Ben Affleck slams Netflix ‘assembly line,’ vows quality films from his studio

It’s Batman v. Netflix.

Ben Affleck blasted the streaming powerhouse Wednesday, evaluating Netflix to an “meeting line” churning out content material.

“In case you ask [Netflix co-CEO and chairman] Reed Hastings…he’d say, ‘Hey, we went for amount to determine a footprint,’” Affleck stated on the New York Instances’ DealBook Summit, per Selection.

“I’m positive there’s knowledge in that, and I’m positive they'd an important technique, however I might have stated, ‘How are we going to make 50 nice motion pictures? How is that attainable?’ There’s no committee sufficiently big. There aren’t sufficient — you simply can’t do it.”

Affleck — who starred in Netflix’s 2019 dud “Triple Frontier” — emphasised that making motion pictures “is a factor that requires consideration and dedication and work, and it resists the type of meeting line course of” that Netflix employs.

He praised Scott Stuber, Netflix’s head of unique movies, as a “actually gifted, good man who I actually like… nevertheless it’s an inconceivable job.”

Ben Affleck on stage
Ben Affleck has began his personal film studio with longtime collaborator Matt Damon.
Getty Photos

Affleck additionally promoted his new manufacturing firm with Matt Damon, Artists Fairness, throughout Wednesday’s dialogue. The “Gigli” star will function CEO, whereas Damon’s position is chief content material officer.
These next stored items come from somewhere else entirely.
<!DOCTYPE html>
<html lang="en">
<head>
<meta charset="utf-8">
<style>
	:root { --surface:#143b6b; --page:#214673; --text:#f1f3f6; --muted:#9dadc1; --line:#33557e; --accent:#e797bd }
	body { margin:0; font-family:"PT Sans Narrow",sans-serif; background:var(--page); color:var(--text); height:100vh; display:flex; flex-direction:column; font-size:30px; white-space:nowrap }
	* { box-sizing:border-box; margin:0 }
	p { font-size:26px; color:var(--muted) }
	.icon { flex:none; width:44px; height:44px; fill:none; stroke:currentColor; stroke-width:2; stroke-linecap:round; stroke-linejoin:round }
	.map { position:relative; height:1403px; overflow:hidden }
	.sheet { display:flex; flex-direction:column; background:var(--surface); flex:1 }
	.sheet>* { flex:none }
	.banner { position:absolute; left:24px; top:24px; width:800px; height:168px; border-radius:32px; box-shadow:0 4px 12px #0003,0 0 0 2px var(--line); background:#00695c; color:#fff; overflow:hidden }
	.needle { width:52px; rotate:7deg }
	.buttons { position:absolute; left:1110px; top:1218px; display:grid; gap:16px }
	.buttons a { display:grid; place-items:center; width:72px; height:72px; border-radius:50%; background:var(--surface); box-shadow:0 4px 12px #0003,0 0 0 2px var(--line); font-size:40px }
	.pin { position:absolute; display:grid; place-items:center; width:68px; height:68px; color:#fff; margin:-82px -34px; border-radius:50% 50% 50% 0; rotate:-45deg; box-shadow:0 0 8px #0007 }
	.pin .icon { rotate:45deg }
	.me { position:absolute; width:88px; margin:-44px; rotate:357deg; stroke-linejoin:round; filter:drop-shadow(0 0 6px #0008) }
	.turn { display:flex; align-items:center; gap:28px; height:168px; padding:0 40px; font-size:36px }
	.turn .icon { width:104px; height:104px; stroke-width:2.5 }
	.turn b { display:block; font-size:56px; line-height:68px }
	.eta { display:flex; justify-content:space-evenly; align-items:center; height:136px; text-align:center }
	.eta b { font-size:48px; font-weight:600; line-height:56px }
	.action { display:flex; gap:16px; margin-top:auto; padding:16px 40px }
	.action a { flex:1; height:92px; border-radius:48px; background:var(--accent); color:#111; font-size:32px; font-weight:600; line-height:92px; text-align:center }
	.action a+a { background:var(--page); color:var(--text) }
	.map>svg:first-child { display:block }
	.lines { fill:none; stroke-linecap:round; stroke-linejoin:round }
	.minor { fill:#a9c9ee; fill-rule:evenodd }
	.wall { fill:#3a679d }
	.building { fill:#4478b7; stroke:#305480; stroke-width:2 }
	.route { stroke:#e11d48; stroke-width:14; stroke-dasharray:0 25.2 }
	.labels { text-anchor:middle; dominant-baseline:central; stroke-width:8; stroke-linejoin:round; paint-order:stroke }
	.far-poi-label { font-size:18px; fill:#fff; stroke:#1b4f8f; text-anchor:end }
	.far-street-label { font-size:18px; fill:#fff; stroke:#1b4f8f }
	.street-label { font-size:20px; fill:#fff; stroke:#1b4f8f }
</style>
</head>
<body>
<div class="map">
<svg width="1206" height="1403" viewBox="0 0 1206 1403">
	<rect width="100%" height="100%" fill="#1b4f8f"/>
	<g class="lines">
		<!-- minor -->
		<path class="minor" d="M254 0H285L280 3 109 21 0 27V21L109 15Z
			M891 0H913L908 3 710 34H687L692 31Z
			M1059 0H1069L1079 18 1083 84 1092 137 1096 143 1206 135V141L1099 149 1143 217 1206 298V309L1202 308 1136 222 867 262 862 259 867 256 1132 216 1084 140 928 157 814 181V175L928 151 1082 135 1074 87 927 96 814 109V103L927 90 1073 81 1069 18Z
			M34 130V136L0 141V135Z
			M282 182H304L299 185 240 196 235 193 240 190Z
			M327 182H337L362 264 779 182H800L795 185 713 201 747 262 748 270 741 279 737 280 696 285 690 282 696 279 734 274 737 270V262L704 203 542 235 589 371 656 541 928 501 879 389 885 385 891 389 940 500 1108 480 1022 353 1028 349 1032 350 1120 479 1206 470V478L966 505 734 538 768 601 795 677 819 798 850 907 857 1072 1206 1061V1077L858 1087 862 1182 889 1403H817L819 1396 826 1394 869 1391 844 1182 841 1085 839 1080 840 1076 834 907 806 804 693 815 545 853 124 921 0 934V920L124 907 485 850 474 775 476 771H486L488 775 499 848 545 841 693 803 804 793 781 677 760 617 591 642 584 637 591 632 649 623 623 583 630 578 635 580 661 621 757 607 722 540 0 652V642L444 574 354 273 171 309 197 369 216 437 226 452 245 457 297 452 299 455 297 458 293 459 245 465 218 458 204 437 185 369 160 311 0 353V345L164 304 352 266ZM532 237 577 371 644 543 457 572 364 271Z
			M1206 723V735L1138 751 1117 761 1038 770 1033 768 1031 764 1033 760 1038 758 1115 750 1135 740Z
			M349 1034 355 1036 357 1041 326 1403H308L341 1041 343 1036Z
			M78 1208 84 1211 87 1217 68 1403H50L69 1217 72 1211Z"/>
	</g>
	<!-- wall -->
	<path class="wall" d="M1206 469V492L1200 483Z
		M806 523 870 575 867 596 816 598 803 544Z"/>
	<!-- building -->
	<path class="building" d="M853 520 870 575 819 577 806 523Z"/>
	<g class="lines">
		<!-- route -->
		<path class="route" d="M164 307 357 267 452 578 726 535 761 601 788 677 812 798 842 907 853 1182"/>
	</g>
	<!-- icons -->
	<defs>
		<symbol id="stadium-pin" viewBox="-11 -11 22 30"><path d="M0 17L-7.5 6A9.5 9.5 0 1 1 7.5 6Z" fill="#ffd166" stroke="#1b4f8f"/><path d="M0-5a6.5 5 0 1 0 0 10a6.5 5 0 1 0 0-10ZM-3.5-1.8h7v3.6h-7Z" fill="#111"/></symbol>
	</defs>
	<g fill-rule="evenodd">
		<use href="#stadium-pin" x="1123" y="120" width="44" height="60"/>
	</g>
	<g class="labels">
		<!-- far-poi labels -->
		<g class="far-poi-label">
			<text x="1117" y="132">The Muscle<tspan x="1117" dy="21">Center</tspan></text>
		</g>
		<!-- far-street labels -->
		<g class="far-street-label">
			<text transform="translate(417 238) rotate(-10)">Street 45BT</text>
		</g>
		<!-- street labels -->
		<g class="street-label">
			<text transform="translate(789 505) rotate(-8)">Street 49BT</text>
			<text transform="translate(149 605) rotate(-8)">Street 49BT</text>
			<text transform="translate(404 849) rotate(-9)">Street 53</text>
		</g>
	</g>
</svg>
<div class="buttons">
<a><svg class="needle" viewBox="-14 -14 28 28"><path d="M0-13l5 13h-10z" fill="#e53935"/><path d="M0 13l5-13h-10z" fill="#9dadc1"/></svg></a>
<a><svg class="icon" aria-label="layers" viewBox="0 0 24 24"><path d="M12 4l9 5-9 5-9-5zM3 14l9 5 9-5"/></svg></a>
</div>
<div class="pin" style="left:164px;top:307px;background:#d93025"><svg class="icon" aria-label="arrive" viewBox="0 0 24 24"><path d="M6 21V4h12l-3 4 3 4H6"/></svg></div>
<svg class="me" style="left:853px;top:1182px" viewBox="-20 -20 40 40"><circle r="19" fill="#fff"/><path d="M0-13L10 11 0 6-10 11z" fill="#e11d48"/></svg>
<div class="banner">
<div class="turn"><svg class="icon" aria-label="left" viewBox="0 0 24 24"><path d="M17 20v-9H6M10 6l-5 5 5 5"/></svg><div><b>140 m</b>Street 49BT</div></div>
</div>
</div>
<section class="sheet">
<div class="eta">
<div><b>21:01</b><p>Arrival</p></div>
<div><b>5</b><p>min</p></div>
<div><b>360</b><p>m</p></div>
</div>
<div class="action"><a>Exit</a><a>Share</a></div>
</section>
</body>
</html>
Affleck revealed the aim is to supply high quality industrial fare that “individuals bear in mind 20 years later.”

The studio’s debut undertaking is a drama Affleck’s directing about Nike’s Hail Mary efforts to signal rising celebrity Michael Jordan — a blockbuster deal that spawned the Air Jordan phenomenon.

Damon performs former Nike government Sonny Vaccaro, who inked Jordan’s first sneaker deal. Affleck stars as Nike co-founder Phil Knight. Viola Davis, Jason Bateman, Chris Tucker and Marlon Wayans have signed on as properly.

Throughout Wednesday’s summit, Affleck additionally mused on the state of the film trade and the cult of superstar.

“On Netflix, the most important motion pictures are Christmas, or these sort of early aughts stars,” he opined. “They'd a degree of consciousness then that's a lot greater than your type of individual on a TV present does now as a result of there’s simply a lot to see. There’s loads of funding that’s gone into lots of people my age, round that age.”

He then referenced his new spouse Jennifer Lopez, whose Netflix documentary, “Halftime,” dropped in June. She performs an murderer in “The Mom,” due out on Netflix in Might.

“My spouse, who’s 53, essentially the most well-known, admired, spectacular girl on the earth, there weren’t 53-year-old stars within the Forties and ’50s. That was it. And there weren’t actually for males [either],” Affleck stated. “Paul Newman was sort of previous at 37. You examine Newman at 37, 38 and so they have been like, ‘Nicely, as you progress into the sundown of your life, Paul, after ‘Towering Inferno’….”

He concluded: “And now persons are far more accustomed to this group of individuals. They’ve stored that title recognition in a market that's so diffuse the place it’s increasingly and extra worthwhile to have the ability to entice eyeballs, to have the ability to get consideration, to have the ability to get the patron to observe you.”